The probability that the first item was not chosen before is $1$. The probability that the second item was not chosen before is $\frac{n-1}n$. The probability that the third item was not chosen before is $\frac{n-2}n$ if the two first items are different and $\frac{n-1}n$ if the two first items coincide.
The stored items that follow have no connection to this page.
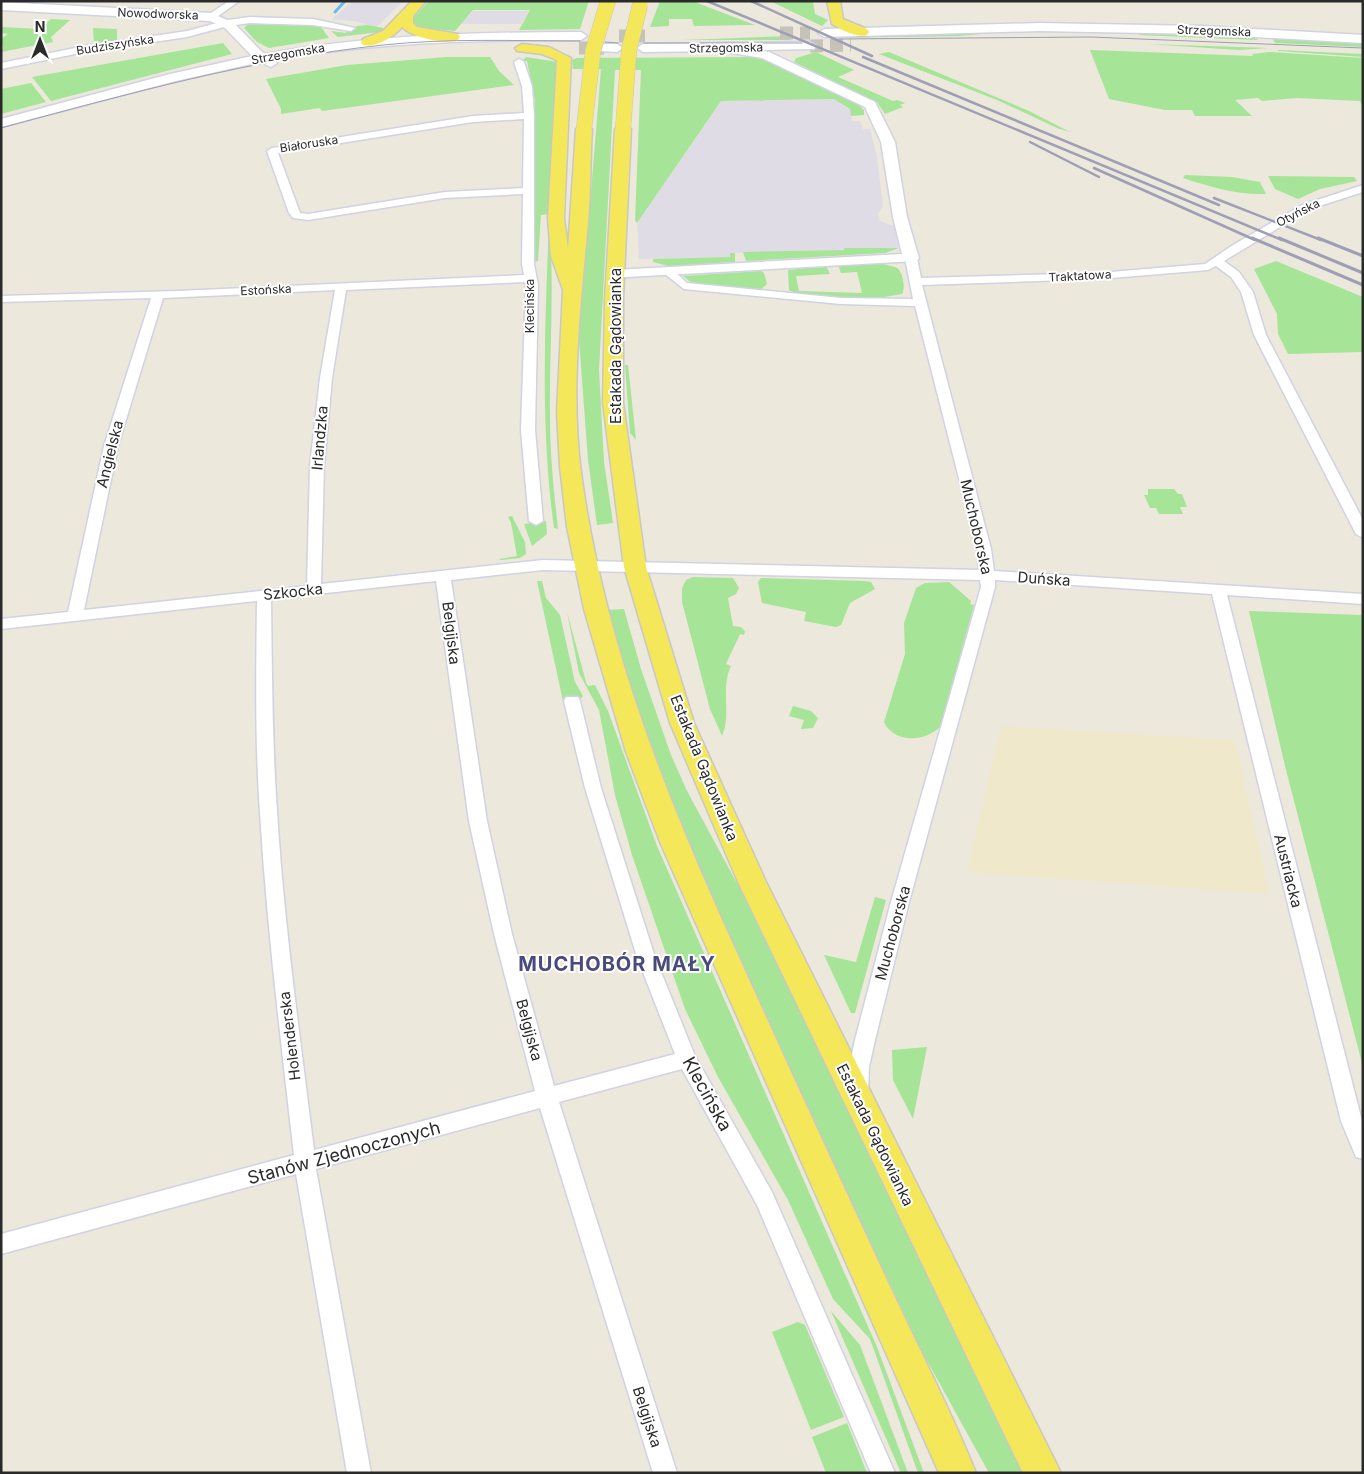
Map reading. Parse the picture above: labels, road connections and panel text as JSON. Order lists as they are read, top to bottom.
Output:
{
  "streets": {
    "main road": [
      "Nowodworska",
      "Strzegomska",
      "Estakada Gądowianka",
      "Muchoborska"
    ],
    "street": [
      "Budziszyńska",
      "Białoruska",
      "Otyńska",
      "Traktatowa",
      "Estońska",
      "Klecińska",
      "Irlandzka",
      "Angielska",
      "Duńska",
      "Szkocka",
      "Belgijska",
      "Austriacka",
      "Holenderska",
      "Stanów Zjednoczonych"
    ]
  },
  "crossings": [
    ["Nowodworska", "Strzegomska"],
    ["Nowodworska", "Budziszyńska"],
    ["Strzegomska", "Klecińska"],
    ["Strzegomska", "Muchoborska"],
    ["Białoruska", "Klecińska"],
    ["Otyńska", "Traktatowa"],
    ["Traktatowa", "Muchoborska"],
    ["Estońska", "Klecińska"],
    ["Estońska", "Irlandzka"],
    ["Estońska", "Angielska"],
    ["Klecińska", "Stanów Zjednoczonych"],
    ["Estakada Gądowianka", "Muchoborska"],
    ["Estakada Gądowianka", "Duńska"],
    ["Estakada Gądowianka", "Szkocka"],
    ["Irlandzka", "Szkocka"],
    ["Angielska", "Szkocka"],
    ["Muchoborska", "Duńska"],
    ["Duńska", "Szkocka"],
    ["Duńska", "Austriacka"],
    ["Szkocka", "Belgijska"],
    ["Szkocka", "Holenderska"],
    ["Belgijska", "Stanów Zjednoczonych"],
    ["Holenderska", "Stanów Zjednoczonych"]
  ],
  "districts": ["MUCHOBÓR MAŁY"],
  "north": "top"
}
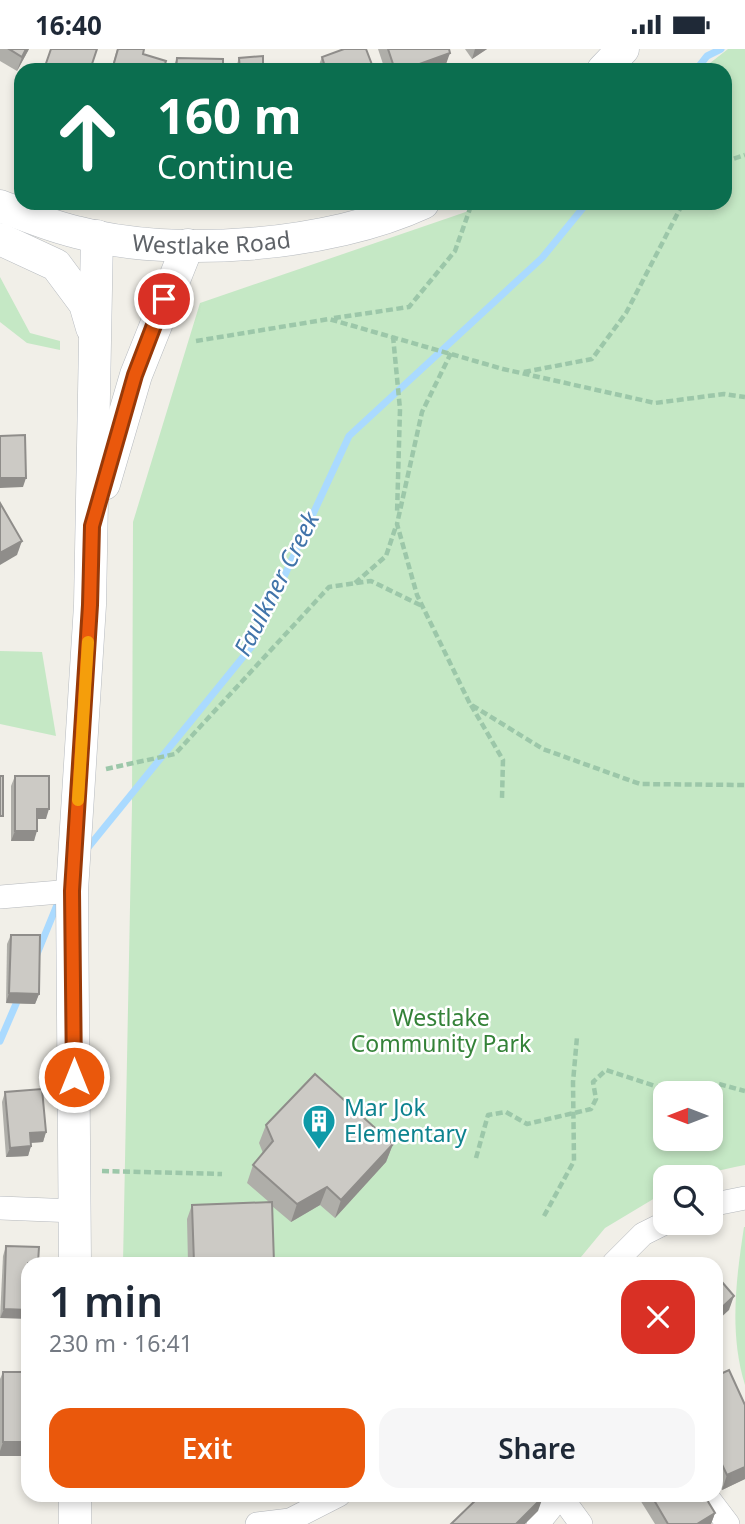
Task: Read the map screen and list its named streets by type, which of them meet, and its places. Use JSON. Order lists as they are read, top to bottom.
{
  "streets": {
    "street": ["Westlake Road"]
  },
  "water": ["Faulkner Creek"],
  "parks": ["Westlake Community Park"],
  "places": {
    "building": ["Mar Jok Elementary"]
  },
  "north": "left",
  "page": {
    "status": "16:40",
    "turn": ["160 m", "Continue"],
    "heading": ["1 min", "230 m · 16:41"],
    "buttons": ["Exit", "Share"]
  }
}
The two first items are different with probability $\frac{n-1}n$ and they coincide with probability $\frac{1}n$. Hence the expected number of distinct items is $$ 1+\frac{n-1}n+\frac{n-2}n\times\frac{n-1}n+\frac{n-1}n\times\frac1n=\frac{3n^2-3n+1}{n^2}. $$


More generally, consider the number $N_k$ of different items chosen after $k$ picks. Then $N_0=0$ almost surely and, knowing $N_k$ the probability to pick a new item at time $k+1$ is $(n-N_k)/n$ hence $\mathrm E(N_{k+1}\mid N_k)=N_k+(n-N_k)/n$ almost surely.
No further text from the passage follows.